Councils defend putting millions into property outside county of Suffolk
A statement from the administration of Babergh and Mid Suffolk councils defended the decision to invest millions in business premises outside the county.
It said: “As part of our wider Assets and Investment Strategy we have established CIFCO Capital Ltd – set up to generate ‘profit for purpose’, and provide an income to support the councils’ to deliver their priorities and services.
“CIFCO’s Board has a wide range of skills from property, finance and development backgrounds, as well as being supported by an experienced fund manager.
“By spreading investment across sectors and locations, including recent purchases in Peterborough and Brentwood, the Council is managing and reducing risk to provide secure income and capital growth.

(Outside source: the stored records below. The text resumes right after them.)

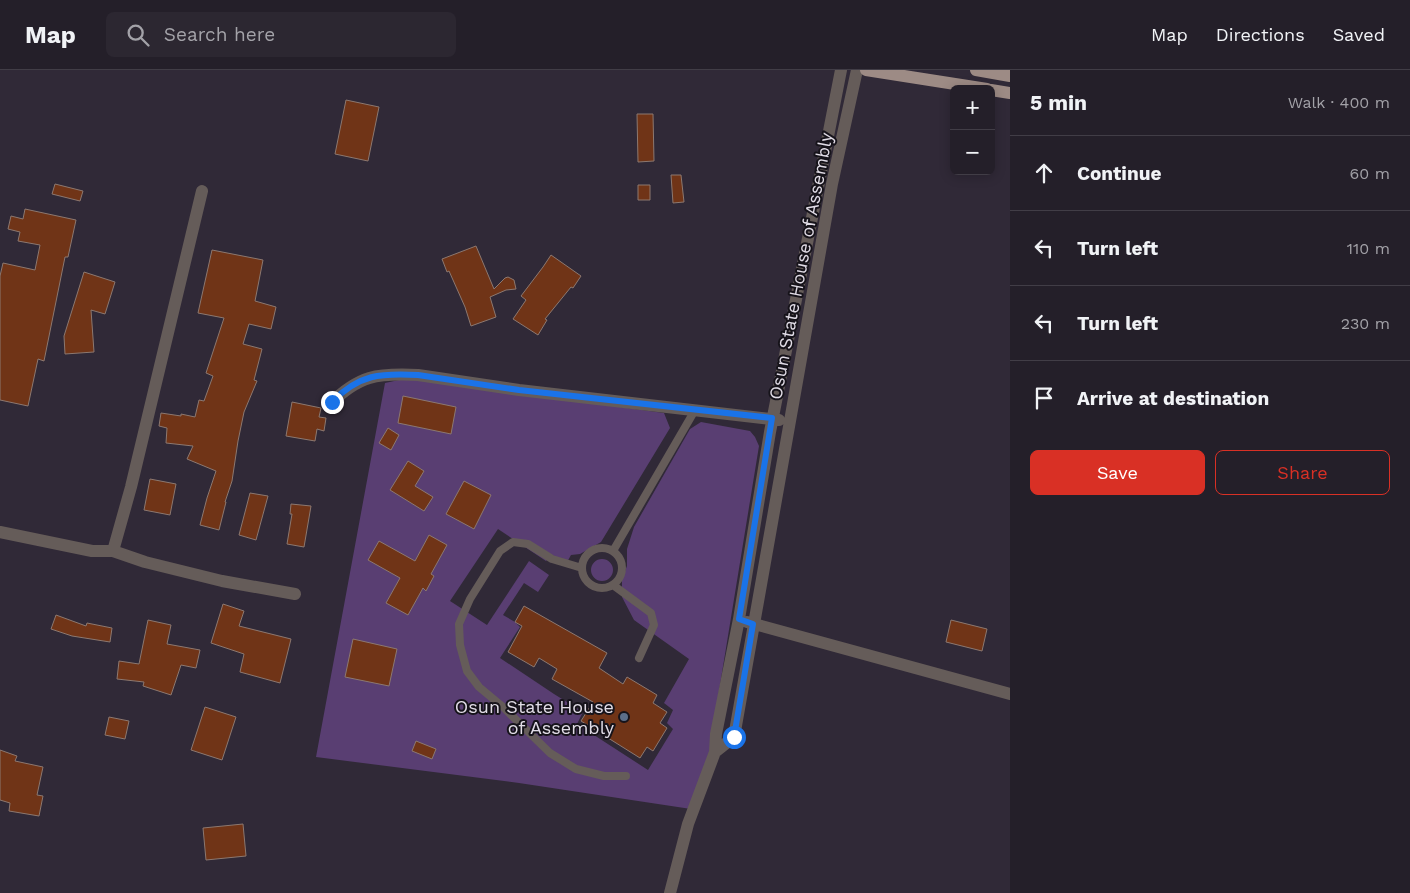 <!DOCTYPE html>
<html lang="en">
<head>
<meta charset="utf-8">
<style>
  :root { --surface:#241f29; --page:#2c2731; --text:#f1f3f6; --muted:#a3a2a8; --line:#413d46; --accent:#d93025 }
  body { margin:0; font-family:"Work Sans",sans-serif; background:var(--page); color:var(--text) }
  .controls { position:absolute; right:15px; top:15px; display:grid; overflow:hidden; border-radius:8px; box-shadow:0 2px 12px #0003 }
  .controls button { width:45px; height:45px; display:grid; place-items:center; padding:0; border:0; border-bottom:1px solid var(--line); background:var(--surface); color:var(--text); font:25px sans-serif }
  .stop { position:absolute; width:15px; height:15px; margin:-11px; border:4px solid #1a73e8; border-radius:50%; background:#fff }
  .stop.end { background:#1a73e8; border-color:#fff; box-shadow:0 1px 5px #0008 }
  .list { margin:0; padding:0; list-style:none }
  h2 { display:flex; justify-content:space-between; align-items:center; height:65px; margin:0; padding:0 20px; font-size:21px }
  h2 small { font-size:16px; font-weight:400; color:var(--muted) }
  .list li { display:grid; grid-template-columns:32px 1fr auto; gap:15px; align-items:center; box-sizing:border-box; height:75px; padding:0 20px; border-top:1px solid var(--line) }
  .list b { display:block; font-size:19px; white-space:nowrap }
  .list em { font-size:16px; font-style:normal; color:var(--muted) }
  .actions { display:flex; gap:10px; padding:15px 20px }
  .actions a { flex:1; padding:11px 0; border:1px solid var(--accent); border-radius:8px; text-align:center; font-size:18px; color:var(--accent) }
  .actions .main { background:var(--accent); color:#fff }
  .icon { flex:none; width:28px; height:28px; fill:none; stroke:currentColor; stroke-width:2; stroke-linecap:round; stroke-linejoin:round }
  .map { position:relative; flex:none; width:1010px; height:823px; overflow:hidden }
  header { display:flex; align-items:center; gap:30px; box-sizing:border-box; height:70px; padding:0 25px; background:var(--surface); border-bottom:1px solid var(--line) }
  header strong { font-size:24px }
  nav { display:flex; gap:28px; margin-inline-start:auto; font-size:18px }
  .search { width:350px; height:45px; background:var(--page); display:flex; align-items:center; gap:12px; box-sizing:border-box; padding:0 18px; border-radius:8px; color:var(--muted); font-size:19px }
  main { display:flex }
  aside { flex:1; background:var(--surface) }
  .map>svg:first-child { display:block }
  .green { fill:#593e72 }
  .building { fill:#703417; stroke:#8c7870 }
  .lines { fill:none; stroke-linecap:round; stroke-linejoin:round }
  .lane { stroke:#655c59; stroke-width:8 }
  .street { stroke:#655c59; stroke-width:12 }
  .primary { stroke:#9d8b85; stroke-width:12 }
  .route { stroke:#1a73e8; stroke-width:6 }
  .service-dot { fill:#5c6f8a; stroke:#16131a; stroke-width:2 }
  .labels { text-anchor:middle; stroke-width:4; stroke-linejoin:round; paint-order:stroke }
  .street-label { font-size:18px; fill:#e1dce6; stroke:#16131a }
  .poi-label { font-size:18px; fill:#e1dce6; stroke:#16131a; text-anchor:end }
</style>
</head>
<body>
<header>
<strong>Map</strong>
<div class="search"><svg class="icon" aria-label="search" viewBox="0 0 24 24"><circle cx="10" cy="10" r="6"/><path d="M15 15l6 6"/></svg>Search here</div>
<nav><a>Map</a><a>Directions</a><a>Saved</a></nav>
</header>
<main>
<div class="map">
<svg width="1010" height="823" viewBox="0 0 1010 823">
  <rect width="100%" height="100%" fill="#302937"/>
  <!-- green -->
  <path class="green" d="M 408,308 L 664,343 L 670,358 L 601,472 L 580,484 L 571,485 L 566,494 L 551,484 L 546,491 L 498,459 L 450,531 L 487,555 L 529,491 L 549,505 L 538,522 L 524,513 L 503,545 L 515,552 L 520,557 L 500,588 L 554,624 L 583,642 L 577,654 L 648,700 L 673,659 L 667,653 L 673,640 L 664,633 L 689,589 L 634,550 L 622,527 L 622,509 L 627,496 L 627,479 L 634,457 L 690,359 L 701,352 L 750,361 L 755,367 L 759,376 L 712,664 L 713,674 L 691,739 L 519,713 L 316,687 L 385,313 Z
    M591 500a11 11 0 1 1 22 0a11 11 0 1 1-22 0Z"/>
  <!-- building -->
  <path class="building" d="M 346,30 L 379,37 L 368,91 L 335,84 Z
    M 637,44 L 653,44 L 654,91 L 638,92 Z
    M 671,105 L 681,105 L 684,132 L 673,133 Z
    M 55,114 L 83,121 L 80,131 L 52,124 Z
    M 638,115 L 650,115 L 650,130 L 638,130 Z
    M 25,139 L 76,150 L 68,187 L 65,187 L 44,291 L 38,289 L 28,336 L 0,330 L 0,206 L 3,193 L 35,200 L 40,175 L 18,171 L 20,162 L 8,159 L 11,146 L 23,149 Z
    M 476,176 L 494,219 L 505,208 L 508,207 L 514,210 L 516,219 L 506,220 L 490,227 L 496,247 L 471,256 L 465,237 L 449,201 L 447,202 L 442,189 Z
    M 212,180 L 263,190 L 255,231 L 276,237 L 271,259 L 249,254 L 243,274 L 262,279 L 254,310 L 257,311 L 244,342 L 238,371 L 232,411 L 225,432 L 226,432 L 219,460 L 200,455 L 207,428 L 216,401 L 187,389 L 193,376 L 166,373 L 167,358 L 159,356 L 161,343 L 181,346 L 181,344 L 195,347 L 199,330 L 204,331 L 213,306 L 206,303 L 224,248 L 198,243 Z
    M 551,185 L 581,206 L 573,218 L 571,217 L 545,249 L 547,250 L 538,265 L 513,249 L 526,230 L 521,226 L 543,197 Z
    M 84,202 L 115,212 L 105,244 L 91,240 L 94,282 L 65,284 L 64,266 Z
    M 403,326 L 456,337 L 451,364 L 398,353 Z
    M 292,332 L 321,338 L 319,347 L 326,348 L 324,361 L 317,359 L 315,371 L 286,366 Z
    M 388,358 L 399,365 L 391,380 L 379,373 Z
    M 408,391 L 424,401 L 415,416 L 433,427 L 424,441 L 390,420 Z
    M 150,409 L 176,414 L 170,445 L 144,440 Z
    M 464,411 L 491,425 L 474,459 L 446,444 Z
    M 250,423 L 268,426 L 256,470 L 239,465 Z
    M 291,434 L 311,436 L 304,477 L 287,474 L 292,444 L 290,444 Z
    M 429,465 L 447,475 L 431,504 L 434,506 L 426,521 L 423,518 L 408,545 L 386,533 L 400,508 L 368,490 L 379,471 L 415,491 Z
    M 223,534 L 244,541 L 239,556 L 291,569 L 280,613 L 240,602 L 244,584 L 211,573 Z
    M 524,536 L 607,583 L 599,598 L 623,614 L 627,607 L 657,625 L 653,633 L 667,642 L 660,653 L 667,658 L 653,681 L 647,677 L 640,688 L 581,651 L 593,632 L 552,609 L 557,599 L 539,588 L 534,597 L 508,582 L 522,556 L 515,552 Z
    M 56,545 L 86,556 L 87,553 L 112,558 L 110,572 L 72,566 L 51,559 Z
    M 148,550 L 171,555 L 167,574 L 200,580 L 196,598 L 181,595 L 171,625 L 143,616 L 144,612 L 117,609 L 119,591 L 139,594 Z
    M 951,550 L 987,559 L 982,581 L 946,572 Z
    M 353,569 L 397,579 L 389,616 L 345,607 Z
    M 205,637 L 236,647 L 222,690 L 191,680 Z
    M 109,647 L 129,651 L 125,669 L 105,665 Z
    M 416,671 L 436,679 L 432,689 L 412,681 Z
    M 0,680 L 17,686 L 15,691 L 43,697 L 37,725 L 43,726 L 39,746 L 9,741 L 10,733 L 0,730 Z
    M 243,754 L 246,786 L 206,790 L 203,758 Z"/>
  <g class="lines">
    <!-- lane -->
    <path class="lane" d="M582 498a20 20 0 1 1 40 0a20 20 0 1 1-40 0Z
      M 613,481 L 695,340
      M 582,498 L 552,489 L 528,474 L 513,472 L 500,481 L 470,529 L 459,554 L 460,575 L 467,601 L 479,617 L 503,637 L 550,683 L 576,699 L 604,706 L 626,706
      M 613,515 L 651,543 L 654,555 L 639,588"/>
    <!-- street -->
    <path class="street" d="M 329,335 C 359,305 377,303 418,305 L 519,320 L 779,350
      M 0,462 L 92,481 L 113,481 L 145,492 L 222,511 L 295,524
      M 113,481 L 131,417 L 202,121
      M 747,552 L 1010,624
      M 715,682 L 734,667 L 832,114 L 857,0
      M 670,823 L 688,754 L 715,682 L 716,664 L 739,549 L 770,362 L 841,0"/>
    <!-- primary -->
    <path class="primary" d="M 866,0 L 987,19
      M 976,0 L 1010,6
      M 991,20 L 1010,23"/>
  </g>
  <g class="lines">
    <!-- route -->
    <path class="route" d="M 332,332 C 359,304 381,303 418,305 L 519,320 L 772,348 L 739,549 L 753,554 L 734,667"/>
  </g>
  <!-- markers -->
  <circle class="service-dot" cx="624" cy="647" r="5"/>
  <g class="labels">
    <!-- street labels -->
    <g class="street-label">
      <text transform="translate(801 196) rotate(-79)" y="6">Osun State House of Assembly</text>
    </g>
    <!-- poi labels -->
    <g class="poi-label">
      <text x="614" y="643">Osun State House<tspan x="614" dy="21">of Assembly</tspan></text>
    </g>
  </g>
</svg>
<div class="controls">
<button>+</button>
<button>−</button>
</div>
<div class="stop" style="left:734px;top:667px"></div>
<div class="stop end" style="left:332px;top:332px"></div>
</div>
<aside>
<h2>5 min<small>Walk · 400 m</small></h2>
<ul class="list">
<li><svg class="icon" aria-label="ahead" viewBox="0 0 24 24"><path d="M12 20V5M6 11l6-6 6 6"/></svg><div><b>Continue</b></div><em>60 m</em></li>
<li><svg class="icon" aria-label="left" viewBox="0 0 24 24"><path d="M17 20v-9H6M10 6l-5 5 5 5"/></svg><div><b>Turn left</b></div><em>110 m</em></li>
<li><svg class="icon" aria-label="left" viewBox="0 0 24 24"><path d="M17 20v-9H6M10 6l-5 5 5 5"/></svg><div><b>Turn left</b></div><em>230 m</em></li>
<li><svg class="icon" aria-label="arrive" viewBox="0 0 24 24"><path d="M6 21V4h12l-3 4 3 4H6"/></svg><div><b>Arrive at destination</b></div></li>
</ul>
<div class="actions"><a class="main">Save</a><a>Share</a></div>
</aside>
</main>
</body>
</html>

“However this is not the whole story. Outside CIFCO the Councils have also purchased properties in the districts: not only have we bought and built 160 new homes in the last three years, we have bought land with the aim of building 300 homes for rent, shared ownership and sale in the next three years.
“We are spending £2.56m in Stowmarket around the Regal Theatre, and thanks to previous property purchases have been able to gift Gainsborough’s Chambers in Sudbury to the Gainsborough’s House Society: both projects are expected to result in more visitors, more spending and more economic growth in our two largest towns.
“We have a duty to ensure taxpayer’s money is spent for the benefit of the districts. By investing both in housing and economic opportunities within the districts, and in profit generating sites further afield, we are supporting the needs of our residents while also securing an income that can be used to continue to deliver services even as local government funding is reduced.”
Why do councils borrow huge sums to invest in commercial property?
Commercial investments have become a common way for councils to boost their earnings as they face cuts in government grants and caps on council tax rises.
Councils are able to borrow money at very low interest. They can then lend that money to a company they own which can use it to buy property and then earn money from the rent.
If the council borrows money at a rate of about 2% and then gets rent to the value of 6-8% of a building’s value, the difference can provide a healthy income.
Ipswich council has done several of these deals – all within the town boundary – which earns about £1.8million a year. That is, according to borough leader David Ellesmere, enough to pay for its waste collection and sports service.
Some councils have invested much larger sums – Spelthorne Council in Surrey has borrowed £422million for property deals. That is more than £10,000 for each household in the district.